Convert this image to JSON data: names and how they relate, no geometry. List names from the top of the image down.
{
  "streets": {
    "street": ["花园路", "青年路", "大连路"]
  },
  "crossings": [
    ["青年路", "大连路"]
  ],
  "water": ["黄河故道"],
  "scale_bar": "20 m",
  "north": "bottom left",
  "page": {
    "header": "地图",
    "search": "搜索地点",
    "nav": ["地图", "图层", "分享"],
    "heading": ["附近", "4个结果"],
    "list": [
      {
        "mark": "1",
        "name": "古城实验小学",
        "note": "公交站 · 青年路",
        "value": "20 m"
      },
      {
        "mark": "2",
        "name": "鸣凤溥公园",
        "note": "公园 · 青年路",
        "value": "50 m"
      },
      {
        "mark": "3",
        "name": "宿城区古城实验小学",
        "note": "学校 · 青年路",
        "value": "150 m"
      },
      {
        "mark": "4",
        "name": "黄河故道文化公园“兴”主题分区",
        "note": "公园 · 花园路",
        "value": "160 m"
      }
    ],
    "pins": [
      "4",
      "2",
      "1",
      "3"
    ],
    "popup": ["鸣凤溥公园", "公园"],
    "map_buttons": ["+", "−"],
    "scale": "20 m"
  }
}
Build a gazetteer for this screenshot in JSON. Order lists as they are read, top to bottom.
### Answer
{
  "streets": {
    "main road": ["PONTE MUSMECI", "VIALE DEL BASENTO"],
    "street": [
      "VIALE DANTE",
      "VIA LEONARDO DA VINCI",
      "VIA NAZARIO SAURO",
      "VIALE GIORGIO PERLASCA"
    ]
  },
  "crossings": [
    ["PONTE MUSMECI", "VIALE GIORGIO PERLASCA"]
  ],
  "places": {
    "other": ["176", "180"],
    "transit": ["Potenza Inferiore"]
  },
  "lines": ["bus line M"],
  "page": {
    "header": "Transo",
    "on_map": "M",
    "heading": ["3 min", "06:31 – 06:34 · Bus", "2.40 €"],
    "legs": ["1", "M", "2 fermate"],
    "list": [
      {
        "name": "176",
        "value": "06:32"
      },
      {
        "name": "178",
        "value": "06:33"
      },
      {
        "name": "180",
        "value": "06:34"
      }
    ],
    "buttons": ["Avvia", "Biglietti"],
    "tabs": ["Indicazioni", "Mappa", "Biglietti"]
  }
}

● ● ● ● ●

Task objective:
Pick out each line in the material containing "they".

Result:
Convert this image to JSON data: names and how they relate, no geometry. List names from the top of the image down.
Build a gazetteer for this screenshot in JSON. Order lists as they are read, top to bottom.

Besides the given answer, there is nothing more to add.